The team of insurgents that is a serious threat to capture the entire $10-million purse offered in the Progressive Insurance Automotive X Prize operates from a 4000-square-foot shop in Lynchburg, Virginia. Wooden floorboards bear witness to the building’s past life as a textile factory. Metal-bending equipment is arranged throughout the shop, and every so often, the quiet clicking of team members’ computer keyboards is superseded by the screech of a grinder or the hiss of a welding torch. Three of the four Very Light Cars built so far are sitting on work stands. The fourth is in Livonia, Michigan, undergoing engine emissions tests at Rousch Industries.
Eight men who regularly work in this obscure shop near downtown Lynchburg are the core of the Edison2 team. They’ve been toiling nonstop in the year since final plans for the Very Light Car were submitted to the X Prize Foundation. As June’s “Knockout” Round of the competition approaches, they’re getting weary.
Most team members permanently or temporarily reside in Charlottesville, which is 63 miles northeast on U.S. 29. Oliver Kuttner, the visionary leader of Edison2, redevelops buildings in both cities. He happened to have purchased this old factory five years ago. It took a year to carry out all the equipment and ready the space for residential and commercial use. Kuttner squirmed when I mouthed the term “business incubator,” but I think it applies. Tenants include a coffee-roasting company, a secondhand shop, and an auto mechanic. It was natural to base Edison2 here, so the guys commute.

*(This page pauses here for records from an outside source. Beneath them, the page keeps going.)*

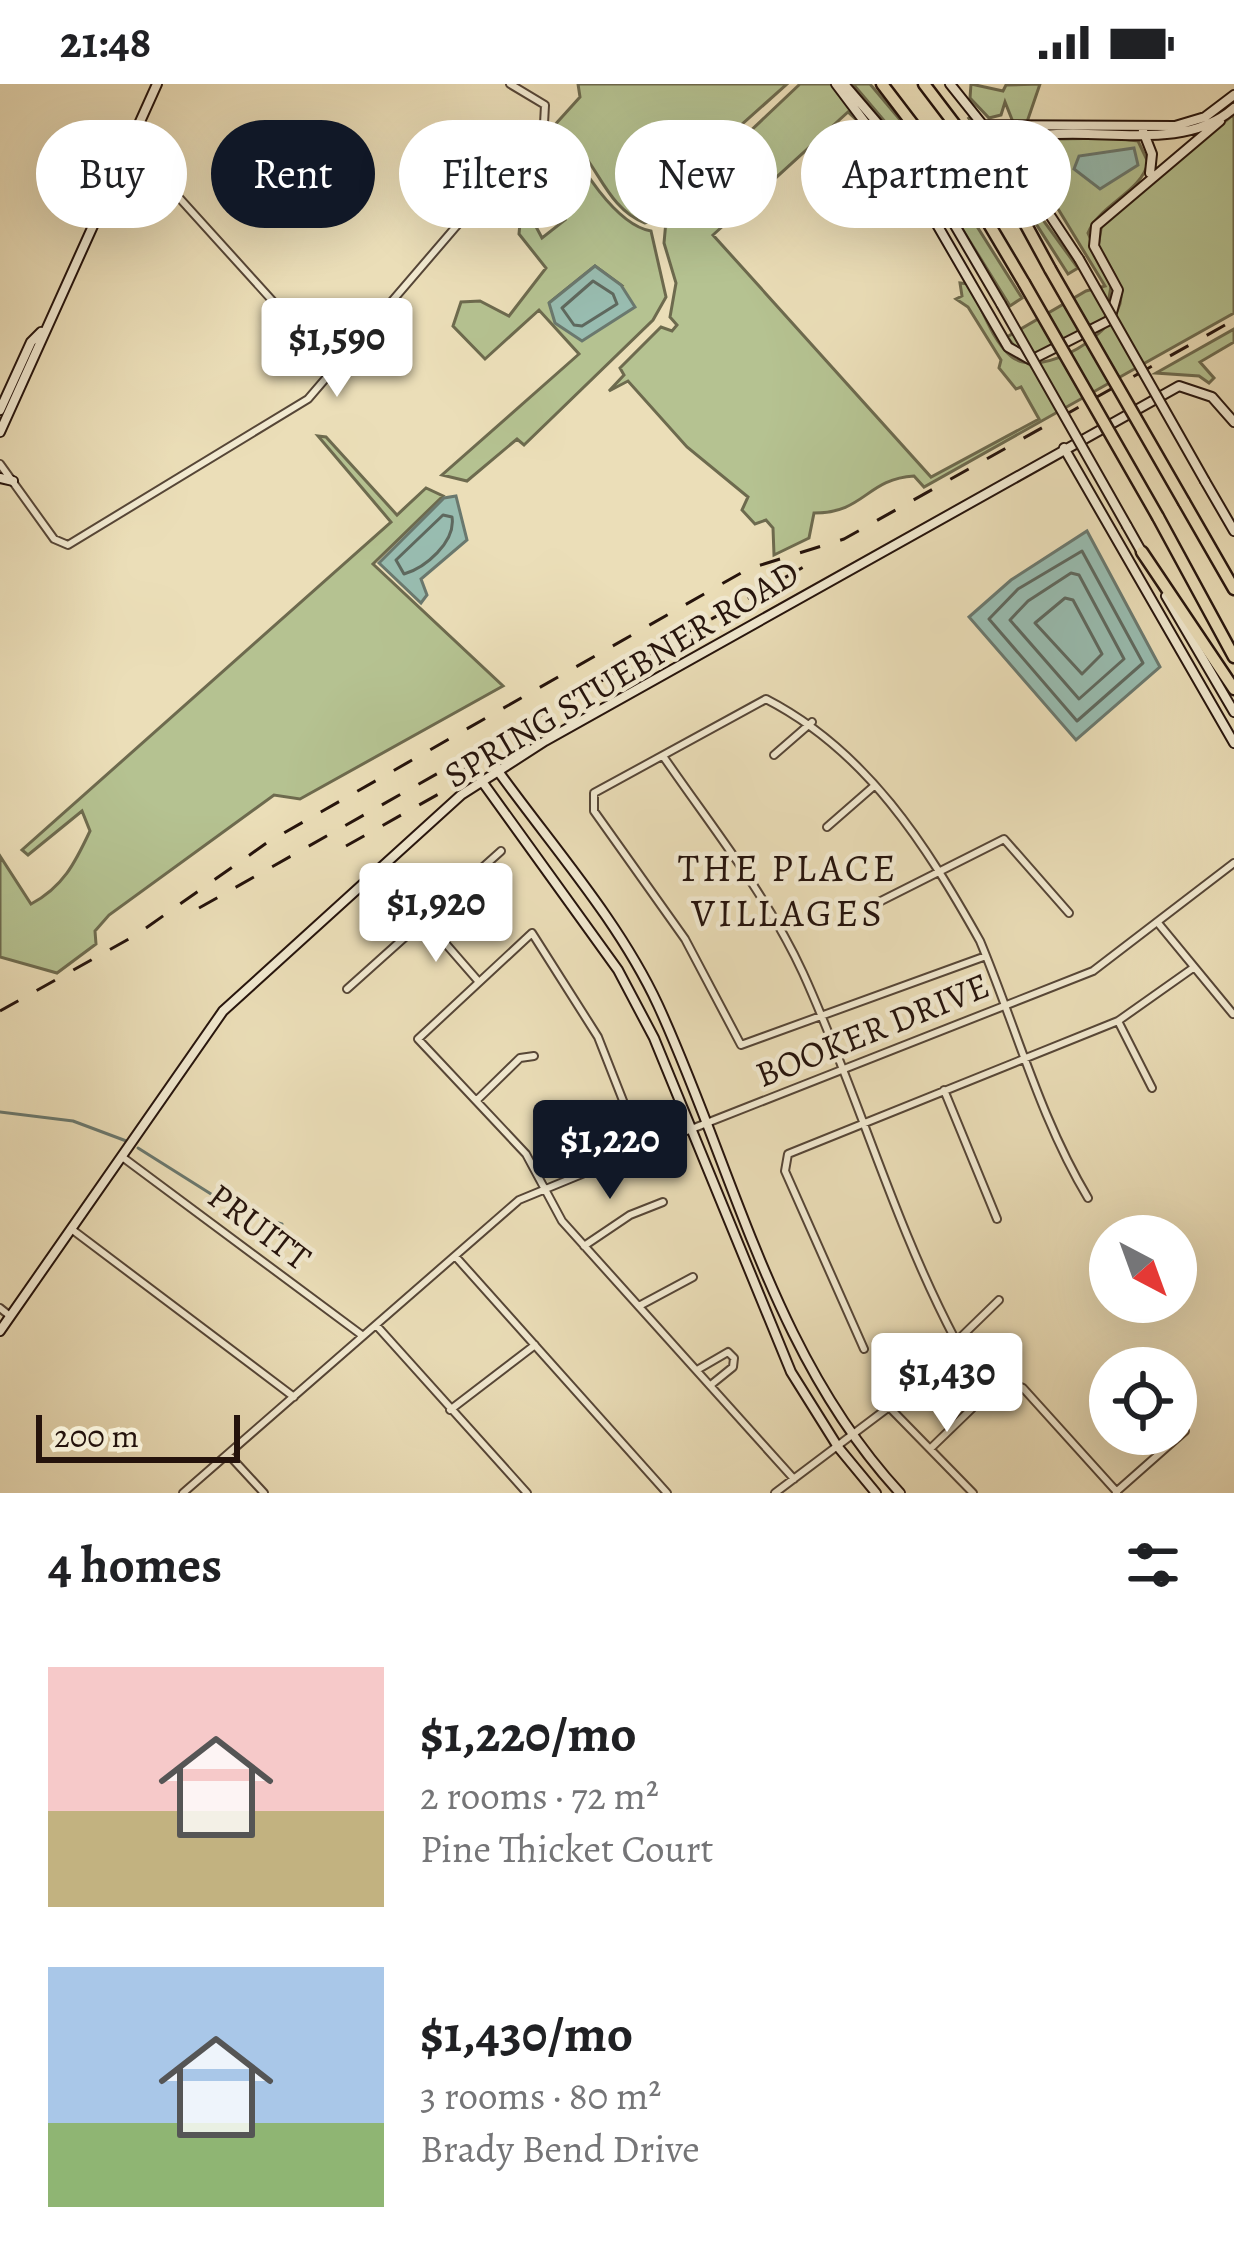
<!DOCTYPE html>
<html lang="en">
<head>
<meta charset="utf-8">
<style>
  body { margin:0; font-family:Alegreya,serif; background:#f6f6f6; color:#202124; height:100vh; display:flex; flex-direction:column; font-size:45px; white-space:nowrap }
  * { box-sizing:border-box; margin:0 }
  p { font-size:39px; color:#757577 }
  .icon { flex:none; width:66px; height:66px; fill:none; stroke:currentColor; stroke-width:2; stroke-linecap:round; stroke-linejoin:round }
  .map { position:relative; height:1409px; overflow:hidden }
  .details { display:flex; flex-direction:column; background:#fff; flex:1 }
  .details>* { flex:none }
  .hud { position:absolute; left:36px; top:36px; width:1164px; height:108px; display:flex; gap:24px }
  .needle { width:78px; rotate:139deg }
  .controls { position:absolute; left:1089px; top:1131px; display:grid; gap:24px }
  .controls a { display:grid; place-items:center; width:108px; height:108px; border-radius:50%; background:#fff; box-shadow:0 12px 48px #0002; font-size:60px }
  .scale { position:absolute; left:36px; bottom:30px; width:204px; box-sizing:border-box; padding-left:12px; border:6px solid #25130c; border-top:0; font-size:33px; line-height:42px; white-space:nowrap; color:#25130c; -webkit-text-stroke:9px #f2ead1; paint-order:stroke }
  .price { position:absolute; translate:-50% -102px; padding:0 27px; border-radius:12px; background:#fff; color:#222; font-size:39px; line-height:78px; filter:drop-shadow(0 3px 6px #0008) }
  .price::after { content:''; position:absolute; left:50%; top:72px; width:36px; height:27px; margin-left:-18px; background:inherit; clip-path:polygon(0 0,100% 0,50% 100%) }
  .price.selected { background:#111827; color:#fff }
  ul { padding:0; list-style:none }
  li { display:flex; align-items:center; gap:36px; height:300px; padding:0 48px }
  li span { display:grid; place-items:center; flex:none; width:336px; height:240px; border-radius:0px; color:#555 }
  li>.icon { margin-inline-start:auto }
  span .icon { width:144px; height:144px; fill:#fffc; stroke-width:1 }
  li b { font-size:51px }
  h2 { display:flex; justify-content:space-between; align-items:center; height:144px; padding:0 48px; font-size:51px }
  .chip { padding:0 42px; border-radius:54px; background:#fff; box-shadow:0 12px 48px #0002; font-size:42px; line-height:108px }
  .chip.selected { background:#111827; color:#fff }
  .status { display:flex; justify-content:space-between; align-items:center; height:84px; padding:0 60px; background:#fff; direction:ltr }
  .status svg { height:33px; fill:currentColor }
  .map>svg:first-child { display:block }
  .green { fill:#b5c291; stroke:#6d6a4e; stroke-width:3; fill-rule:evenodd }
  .water { fill:#98bcb0; stroke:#6a786e; stroke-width:3 }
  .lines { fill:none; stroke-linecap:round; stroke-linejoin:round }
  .shore { stroke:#5e685e; stroke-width:3 }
  .stream { stroke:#6a786e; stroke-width:3 }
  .minor-casing { stroke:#564637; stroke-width:10 }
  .tertiary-casing { stroke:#564637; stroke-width:10 }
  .secondary-casing { stroke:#25130c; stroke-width:12 }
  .motorway-casing { stroke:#25130c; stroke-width:15 }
  .minor { stroke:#f2ead1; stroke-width:6 }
  .tertiary { stroke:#f2ead1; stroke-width:6 }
  .secondary { stroke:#f2ead1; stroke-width:8 }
  .motorway { stroke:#ebdeb8; stroke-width:10 }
  .rail { stroke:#25130c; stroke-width:3; stroke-dasharray:21 21; stroke-linecap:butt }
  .secondary-bridge-casing { stroke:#25130c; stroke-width:12; stroke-linecap:butt }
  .motorway-bridge-casing { stroke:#25130c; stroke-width:15; stroke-linecap:butt }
  .secondary-bridge { stroke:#f2ead1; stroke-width:8 }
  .motorway-bridge { stroke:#ebdeb8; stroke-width:10 }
  .labels { text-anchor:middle; stroke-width:9; stroke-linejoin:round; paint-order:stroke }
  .street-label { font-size:36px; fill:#25130c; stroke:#f2ead1 }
  .neighbourhood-label { font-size:39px; letter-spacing:3px; fill:#25130c; stroke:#f2ead1 }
</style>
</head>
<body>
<div class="status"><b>21:48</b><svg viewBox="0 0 49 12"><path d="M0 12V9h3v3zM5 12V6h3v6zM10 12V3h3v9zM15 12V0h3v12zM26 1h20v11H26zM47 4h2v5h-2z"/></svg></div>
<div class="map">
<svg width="1234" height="1409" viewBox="0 0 1234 1409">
  <rect width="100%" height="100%" fill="#ebdeb8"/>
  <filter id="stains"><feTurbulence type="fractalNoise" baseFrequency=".00167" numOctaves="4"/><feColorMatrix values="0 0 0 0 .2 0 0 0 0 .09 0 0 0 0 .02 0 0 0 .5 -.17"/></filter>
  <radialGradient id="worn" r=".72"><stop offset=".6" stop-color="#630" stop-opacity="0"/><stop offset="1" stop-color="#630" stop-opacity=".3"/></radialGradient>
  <path class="green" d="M578,0H787L673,102L652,137L645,139C604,124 596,71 563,50C578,79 615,141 651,147L666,213L653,236L524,361L517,355L467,397L442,391L579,270L539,226L485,275L453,242L461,218L480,217L509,232L546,184L519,150L520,139L533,137L542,154L565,136L523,95L505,112L496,106L580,13ZM595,182L621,201L549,219Z
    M800,0H832L864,43L848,28L713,151L931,393L1039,335L1021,303L1016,305L999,284L1001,276L968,223L956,215L962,212L960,199L969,200C981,222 992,257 1012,273C1042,296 1120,248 1121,213C1121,195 1106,178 1098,163L1102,139L1234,30V229L924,403L914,392C866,395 865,429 814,429L809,454L774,471L773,444L766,436L755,440L742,426L748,413L687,363L628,297L609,307L624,291L620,284L661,243L672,247L677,241L670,233L676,199L664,159L667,126Z
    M853,0H870L939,82L1022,214L1010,222L925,85Z
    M971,0L1003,7L1006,1L1040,0L1027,38H1013L1005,18L1001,31L989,34L970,14Z
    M968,33L1078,184L1068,190Z
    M1000,46L1043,45L1044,47L1021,76Z
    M1114,54L1138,57L1148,78C1142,108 1100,120 1088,149L1111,202L1106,233L1040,272L1020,269L1007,253L1086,207L1105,202L1035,87L1033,75L1054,55Z
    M1234,245V258L1200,278L1214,294L1209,299L1199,292L1156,289Z
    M318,352L326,353L397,431L426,404L443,412L373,480L503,602L300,715L274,711L109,831L95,847L96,860L57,889L0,873V772L31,820C63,803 75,779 90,747L82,727L28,771L22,766L391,438Z"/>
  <path class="water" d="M1134,64L1138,81L1100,105L1074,85L1079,72Z
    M595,182L621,201L635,223L582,257L555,239L549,219Z
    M456,412L467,456L421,495L427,511L421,519L379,479L444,414Z
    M1087,447L1160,583L1076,656L969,533L1011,496Z"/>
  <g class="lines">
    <path class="shore" d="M593,197L613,210L617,220L582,242L574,241L562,224Z
      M443,431L452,433C456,458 425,484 404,490L396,476Z
      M1082,467L1143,579L1077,637L989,535L1018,505Z
      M1071,489L1079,491L1124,575L1079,615L1010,536L1028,517Z
      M1065,514L1073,516L1102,570L1082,590L1035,539Z"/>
    <path class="stream" d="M0,1028L73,1037L129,1058
      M138,1064L238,1127L282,1140"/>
    <g class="minor-casing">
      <path id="minor" d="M127,65L145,76L336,287
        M0,380L54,455L68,461L308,315L544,40L545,21L510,0
        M774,671L812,638
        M663,672C711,742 767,811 803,889C858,1010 893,1137 955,1255
        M827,743L874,702
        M873,821L1004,755L1069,829
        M425,836L479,898
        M1158,839L1233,930
        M986,872L741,961L685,855L594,727V709L766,615C867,667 926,761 980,857C1016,943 1040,1034 1088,1114
        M347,905L501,767
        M1118,937L1152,1004
        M944,1006L997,1135
        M477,1016L520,974L534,972
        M642,1065L598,953L532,849L418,955L526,1070L562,1137L794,1395
        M125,1075L363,1252
        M74,1147L294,1313
        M584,1162L630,1131L663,1118
        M455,1172L667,1409
        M639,1222L693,1193
        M376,1241L527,1409
        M864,1265L785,1087L788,1070L1118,937L1193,884
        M697,1286L728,1268L734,1274L733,1283L712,1300
        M889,1323L973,1409
        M450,1326L535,1261
        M931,1364L994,1303L1008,1297L1023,1304L1117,1408
        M228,1370L264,1409
        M1116,1408L1185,1347
        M183,1409L519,1116L689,1046
        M775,1409L889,1323L999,1216"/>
    </g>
    <g class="tertiary-casing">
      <path id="tertiary" d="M689,1046L1093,887L1234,779
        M0,1224L10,1232"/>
    </g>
    <g class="secondary-casing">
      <path id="secondary" d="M836,0L921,113L1008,263L1031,276L1110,236L1118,206L1094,162L1096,142L1220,37
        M844,0L933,104L1001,220
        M950,0L1026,95L1079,175
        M985,41L1175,42L1205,33L1234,11
        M1143,47L1152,70L1150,89
        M1026,95L1027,68L1044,51C1105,44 1184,68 1234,24
        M0,326L31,258L41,248
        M0,348L157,0
        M1064,364L1234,659
        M0,394L13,397
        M1205,397L1234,447
        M1127,442L1144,472
        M1166,512L1234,628
        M498,687C552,762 619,837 658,921C734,1086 773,1272 900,1409
        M481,696L618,886L654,954L791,1288L838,1363L876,1409
        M0,1247L223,927L461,711L545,657L1179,302L1212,313L1234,338"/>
    </g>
    <g class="motorway-casing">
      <path id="motorway" d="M882,0L989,140L1024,199
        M924,0L1013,117L1050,185
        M1184,418L1234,505
        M1158,433L1234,573
        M1142,468L1234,605"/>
    </g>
    <use href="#minor" class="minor"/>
    <use href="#tertiary" class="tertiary"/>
    <use href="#secondary" class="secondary"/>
    <use href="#motorway" class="motorway"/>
    <path class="rail" d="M346,762L444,707L467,683
      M199,824L816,476
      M0,927L136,851L268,758L748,485L844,455L1234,236"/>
    <g class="secondary-bridge-casing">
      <path id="secondary-bridge" d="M1079,175L1205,397
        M1001,220L1127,442"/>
    </g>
    <g class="motorway-bridge-casing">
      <path id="motorway-bridge" d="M1050,185L1184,418
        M1024,199L1158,433"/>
    </g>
    <use href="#secondary-bridge" class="secondary-bridge"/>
    <use href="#motorway-bridge" class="motorway-bridge"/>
  </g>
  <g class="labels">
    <g class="street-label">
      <text transform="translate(621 589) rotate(-31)" y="13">SPRING STUEBNER ROAD</text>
      <text transform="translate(872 945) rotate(-22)" y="13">BOOKER DRIVE</text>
      <text transform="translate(260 1142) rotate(37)" y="13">PRUITT</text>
    </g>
    <g class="neighbourhood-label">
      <text x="788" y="797">THE PLACE<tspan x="788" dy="45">VILLAGES</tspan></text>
    </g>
  </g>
  <rect width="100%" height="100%" filter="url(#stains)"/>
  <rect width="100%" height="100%" fill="url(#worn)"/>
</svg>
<div class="controls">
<a><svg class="needle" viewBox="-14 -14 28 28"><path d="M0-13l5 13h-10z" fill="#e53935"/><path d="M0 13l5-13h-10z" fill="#757577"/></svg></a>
<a><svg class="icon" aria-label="locate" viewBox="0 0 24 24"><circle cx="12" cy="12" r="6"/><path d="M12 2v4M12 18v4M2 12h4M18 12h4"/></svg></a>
</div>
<div class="scale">200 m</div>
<b class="price" style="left:337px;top:316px">$1,590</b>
<b class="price" style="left:436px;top:881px">$1,920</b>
<b class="price selected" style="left:610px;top:1118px">$1,220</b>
<b class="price" style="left:947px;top:1351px">$1,430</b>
<div class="hud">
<a class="chip">Buy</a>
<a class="chip selected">Rent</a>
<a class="chip">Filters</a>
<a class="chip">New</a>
<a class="chip">Apartment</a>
</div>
</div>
<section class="details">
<h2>4 homes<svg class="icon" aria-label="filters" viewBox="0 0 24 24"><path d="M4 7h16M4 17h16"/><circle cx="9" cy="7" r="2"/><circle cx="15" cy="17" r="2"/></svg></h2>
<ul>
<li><span style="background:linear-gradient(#f6c9c9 60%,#c2b280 0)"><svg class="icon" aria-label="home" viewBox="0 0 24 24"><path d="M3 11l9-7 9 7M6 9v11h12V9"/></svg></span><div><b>$1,220/mo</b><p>2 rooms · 72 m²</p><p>Pine Thicket Court</p></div></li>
<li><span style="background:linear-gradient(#a9c7e8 65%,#8fb573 0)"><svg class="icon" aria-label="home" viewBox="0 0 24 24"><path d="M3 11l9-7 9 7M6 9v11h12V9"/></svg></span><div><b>$1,430/mo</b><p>3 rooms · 80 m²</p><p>Brady Bend Drive</p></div></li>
</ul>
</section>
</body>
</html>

There’s another good reason to be in Lynchburg, a growing city of 75,000. Its location on the James River made it a textile milling center in the nineteenth century. Shoemaking also flourished here. Coincident to these industries was the development of a diverse machine-tool trade that can readily make any part needed for an engineering project that accepts no compromises in saving weight and reducing aerodynamic drag in the effort to achieve 100 mpg. The Very Light Car looks like a baby helicopter, and its parts and fittings are milled to absurdly close tolerances.
I visited the Edison 2 team on May 26, spending the entire day with the team. While there, it occurred to me that the Automotive X Prize is akin to La Grande Semaine d’ Aviation de la Champagne of 1909. Presided over by a Champagne producer, this tournament outside the French city of Reims offered $5000 and the Gordon Bennett Cup to the winner and nothing to the runners-up. There were 31 pilots and 38 planes from 8 countries. With home-field advantage—more planes and pilots entered than other nations—the French thought they had the Cup all wrapped up. Competition was waged in categories such as overall distance, speed tests of 10 and 30 kilometers, and altitude. American pilot Glenn Curtiss defeated the immortal Louis Blériot to win the tourney. “France reeled from national shock over failing to win the Cup,” writes Stephen H. King in his account of the incident.
It’s not hard to see electric cars in the position of the French flyers in the X Prize. Everything about the competition should favor them, and the government probably wants them to win. (Up to $5.5 million in stimulus funds were granted for operational costs involved with the X Prize.) Just last week, President Barack Obama asked the Department of Energy “to work with carmakers and others to promote the development of advanced vehicles including plug-in hybrids and electric cars, and to give technical help to cities preparing for them.”
Kuttner first heard about the X Prize in the spring of 2007. He lured racing engineer Ron Mathis to Virginia that August. They spent a year working on concepts and analyzing data. It led them to scrub the idea of building an electric car. The only way to true efficiency, they decided, was through low weight and superior aerodynamics. When the design phase began, more Edison2 employees were added. Most of them, like Kuttner and Mathis, have a background of involvement in sports-prototype racing.
Kuttner also began to recruit investors.
“At first we were only selling a thought,” he said.
Now he has 5 partners, and nearly every day some noteworthy visitors come through the shop. Wednesday afternoon, a delegation from Randolph College (formerly Randolph-Macon Woman’s College, a.k.a., “The Radcliffe of the South”) was treated to the tour that Kuttner has perfected. Among other things, he’s assembled displays of vehicles crashed at the Insurance Institute for Highway Safety’s Charlottesville research facility to answer the question of how the Very Light Car addresses the issue of safety without having a large surrounding mass.
An aide to one of Virginia’s U.S. senators canceled a 6.30 p.m. visit but will reschedule. And the Governor’s office has been talking to Kuttner about available factory space and money that’s sitting around as the result of the tobacco settlement.
“There’s something really beautiful about having the right idea,” he said.